Assignment: Among the entries that follow, find every line with the word "linejoin" and copy it.

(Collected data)
^^^^^^^^

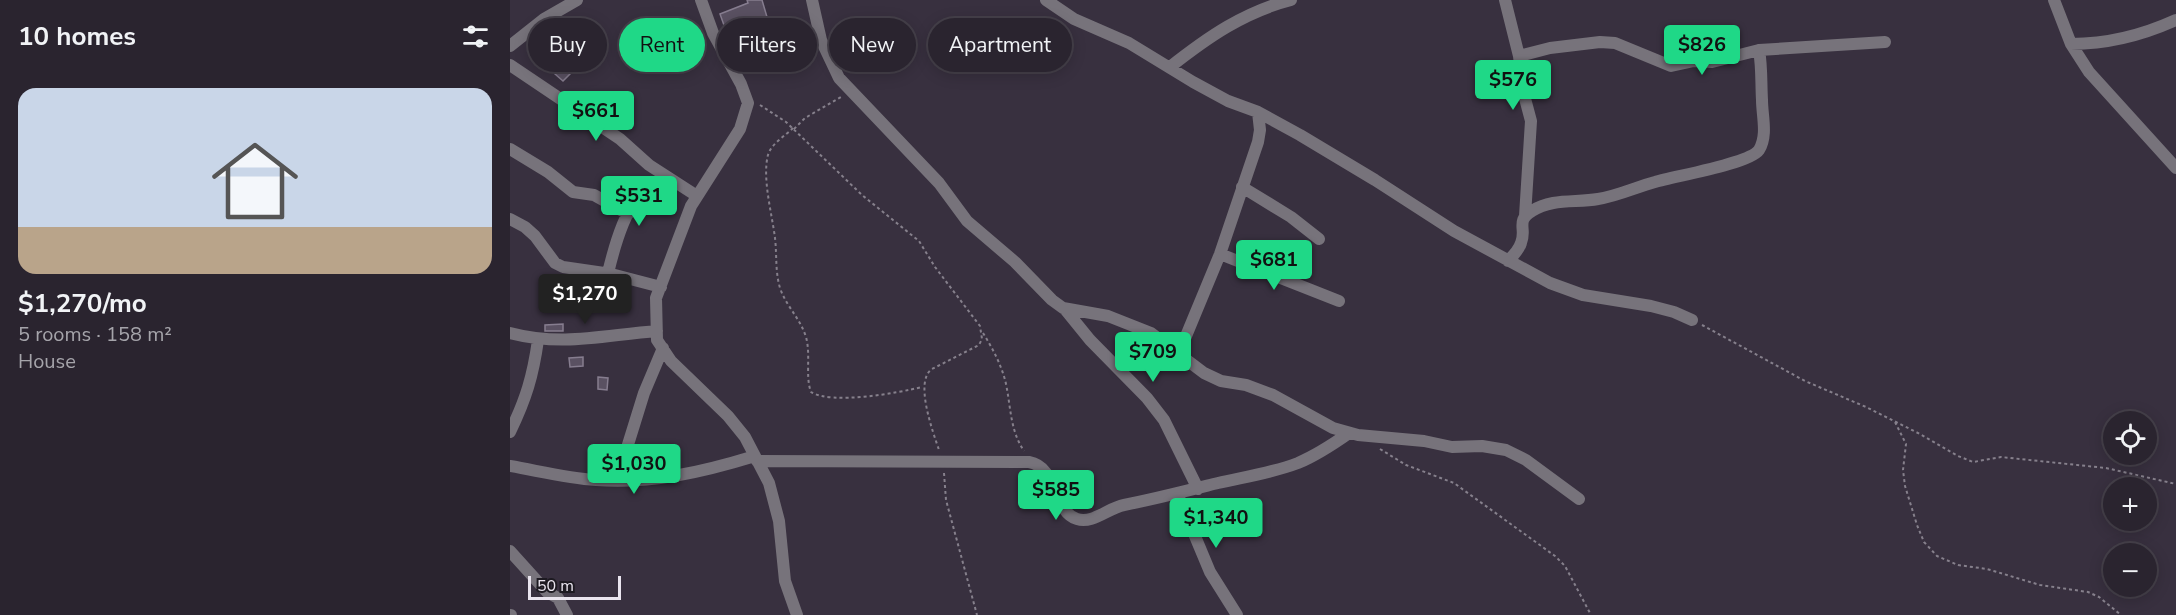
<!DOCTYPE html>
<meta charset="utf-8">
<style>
:root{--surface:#2a242f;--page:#36303b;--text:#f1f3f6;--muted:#a5a4aa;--line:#46414b;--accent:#1fd887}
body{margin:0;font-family:"Nunito Sans",sans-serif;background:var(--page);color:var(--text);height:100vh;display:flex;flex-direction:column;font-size:22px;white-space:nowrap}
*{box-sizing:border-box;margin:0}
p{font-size:20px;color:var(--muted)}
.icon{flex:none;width:33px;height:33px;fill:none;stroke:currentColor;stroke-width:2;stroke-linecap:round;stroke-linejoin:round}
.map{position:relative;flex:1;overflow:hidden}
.sheet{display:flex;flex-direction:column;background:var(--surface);width:510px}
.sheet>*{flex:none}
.banner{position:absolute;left:18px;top:18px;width:570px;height:54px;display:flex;gap:12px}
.fabs{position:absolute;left:1593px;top:411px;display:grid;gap:12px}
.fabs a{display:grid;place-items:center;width:54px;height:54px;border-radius:50%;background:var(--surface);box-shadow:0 3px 15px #0003,0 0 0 2px var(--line);font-size:30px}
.scale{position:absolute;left:18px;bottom:15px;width:93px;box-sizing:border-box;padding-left:6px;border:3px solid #eae5ef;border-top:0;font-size:16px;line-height:21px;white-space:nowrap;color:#eae5ef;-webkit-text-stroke:4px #1d1a21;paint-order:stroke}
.price{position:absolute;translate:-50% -51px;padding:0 14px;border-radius:6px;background:var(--accent);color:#111;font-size:20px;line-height:39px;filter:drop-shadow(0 2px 3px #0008)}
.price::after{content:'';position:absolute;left:50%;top:36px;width:18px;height:14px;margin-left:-9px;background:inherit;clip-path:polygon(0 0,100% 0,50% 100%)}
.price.active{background:#222;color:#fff}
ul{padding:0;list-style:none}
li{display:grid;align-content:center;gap:12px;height:318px;padding:0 18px}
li+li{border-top:2px solid var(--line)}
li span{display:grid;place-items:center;height:186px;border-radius:18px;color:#555}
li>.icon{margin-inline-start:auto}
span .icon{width:108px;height:108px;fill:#fffc;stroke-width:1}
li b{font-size:26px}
h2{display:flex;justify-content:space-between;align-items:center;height:72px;padding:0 18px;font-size:26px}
.pill{padding:0 21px;border-radius:27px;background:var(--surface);box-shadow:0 3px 15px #0003,0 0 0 2px var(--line);font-size:21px;line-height:54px}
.pill.active{background:var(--accent);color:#111}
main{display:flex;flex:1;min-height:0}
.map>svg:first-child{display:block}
.building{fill:#5a5162;stroke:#867d8f;stroke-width:1.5}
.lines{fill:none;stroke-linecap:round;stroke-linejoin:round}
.path{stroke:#86808c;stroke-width:2;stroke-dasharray:3 3;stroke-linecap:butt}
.minor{stroke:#77737b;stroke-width:12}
</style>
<main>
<section class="sheet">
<h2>10 homes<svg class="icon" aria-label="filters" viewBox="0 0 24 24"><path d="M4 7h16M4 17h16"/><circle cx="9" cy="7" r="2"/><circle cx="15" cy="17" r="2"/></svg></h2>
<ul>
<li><span style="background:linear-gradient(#c9d6e8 75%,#b9a48a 0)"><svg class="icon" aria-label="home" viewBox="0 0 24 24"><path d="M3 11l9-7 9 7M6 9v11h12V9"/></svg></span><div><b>$1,270/mo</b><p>5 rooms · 158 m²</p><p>House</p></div></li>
</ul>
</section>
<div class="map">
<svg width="1666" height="615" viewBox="0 0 1666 615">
<rect width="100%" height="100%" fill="#38303f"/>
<path class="building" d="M237,0H252L257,17L243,21L242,17L215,28L210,14L238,3Z
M54,64L62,72L53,81L45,74Z
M53,324V331H35V325Z
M73,357V366L60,367L59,358Z
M88,377L98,378L97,390L88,389Z"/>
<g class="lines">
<path class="path" d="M250,105L276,122L352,195L409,241L425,267L470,326L472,339L469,345L422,369C404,381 423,432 429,450
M283,128C275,136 261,144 258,155C252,178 262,214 265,238C267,255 265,271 270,288C276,306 290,318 296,337C301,355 295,376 301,392C321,405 388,393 412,387
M284,129L295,118L331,97
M1192,325L1295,381L1356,407L1410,434L1448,456L1463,462L1491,457L1596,468L1666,484
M473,333C483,349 492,366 496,384C501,408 500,430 514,451
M1385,422L1396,444L1393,470L1395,486L1407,525L1414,542L1427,556L1448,565L1477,569L1530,585L1578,592L1589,597L1611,615
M870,449L896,465L944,483L1045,556L1055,566L1081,615
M434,473L436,500L467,615"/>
<path class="minor" d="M191,0L203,33L231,84L238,103L230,129L181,206L146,298L147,340L161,361L218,416L235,437L259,483L269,521L275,581L287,615
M302,0L311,40L329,78L429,183L457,221L505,262L542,300L553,308L598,316L641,333L694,373L711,381L736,385L763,395L823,428L848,435L914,441L942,447L972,446L996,450L1016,460L1069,499
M536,0L564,19L619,43L683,82L718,101L748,112L790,135L865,180L944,231L1040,283L1073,295L1141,306L1164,312L1182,320
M995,0L1009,56L1013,91L1021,121L1015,216
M1544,0L1561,44L1579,72L1666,168
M1561,44C1597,44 1633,35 1666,20
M0,46L34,19L67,0
M1009,56L1040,48L1090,42L1105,43L1161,66L1184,61L1202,62L1249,50L1375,42
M0,65L110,139L139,165L187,196
M660,67C698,37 734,12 781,0
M0,149L38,172L63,192L84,195L118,214
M732,187L781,217L809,239
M0,219L15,227L25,236L45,263L53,267L101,274L151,287
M710,254L829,301
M998,261C1003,256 1009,250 1011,243C1017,229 1005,221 1022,211C1042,198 1066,203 1088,199C1108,196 1126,187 1145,182C1165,176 1239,164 1249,150C1258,135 1252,116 1252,100C1251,83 1252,67 1249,50
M98,273C103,252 111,221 124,203C133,192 145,184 157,177
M554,308L580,340L637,398L654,420L688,489
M0,333C53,347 94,335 147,331
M669,353L710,254L748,142L750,130L748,112
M0,432C16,399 23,376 28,340
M247,461L519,462C548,467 543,512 567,519C583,524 598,508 614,505C645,499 676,491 708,483C734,477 762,473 788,463C807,455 822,445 839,433
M0,466C29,471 57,478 86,480C141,484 193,472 245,456
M107,480L134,393L153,348
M667,493L700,572L727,615
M0,551L37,592L48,598L57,615
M0,615H1"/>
</g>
</svg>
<div class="fabs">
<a><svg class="icon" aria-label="locate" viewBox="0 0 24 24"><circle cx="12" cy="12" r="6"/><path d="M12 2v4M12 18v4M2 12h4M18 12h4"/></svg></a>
<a>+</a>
<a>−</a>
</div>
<div class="scale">50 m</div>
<b class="price" style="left:1192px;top:76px">$826</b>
<b class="price" style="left:1003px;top:111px">$576</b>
<b class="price" style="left:86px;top:142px">$661</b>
<b class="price" style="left:129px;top:227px">$531</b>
<b class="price" style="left:764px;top:291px">$681</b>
<b class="price active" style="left:75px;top:325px">$1,270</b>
<b class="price" style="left:643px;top:383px">$709</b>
<b class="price" style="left:124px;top:495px">$1,030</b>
<b class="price" style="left:546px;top:521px">$585</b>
<b class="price" style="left:706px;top:549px">$1,340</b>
<div class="banner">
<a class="pill">Buy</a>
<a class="pill active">Rent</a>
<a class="pill">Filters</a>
<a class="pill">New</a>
<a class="pill">Apartment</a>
</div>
</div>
</main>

^^^^^^^^

Completed exercise:
.icon{flex:none;width:33px;height:33px;fill:none;stroke:currentColor;stroke-width:2;stroke-linecap:round;stroke-linejoin:round}
.lines{fill:none;stroke-linecap:round;stroke-linejoin:round}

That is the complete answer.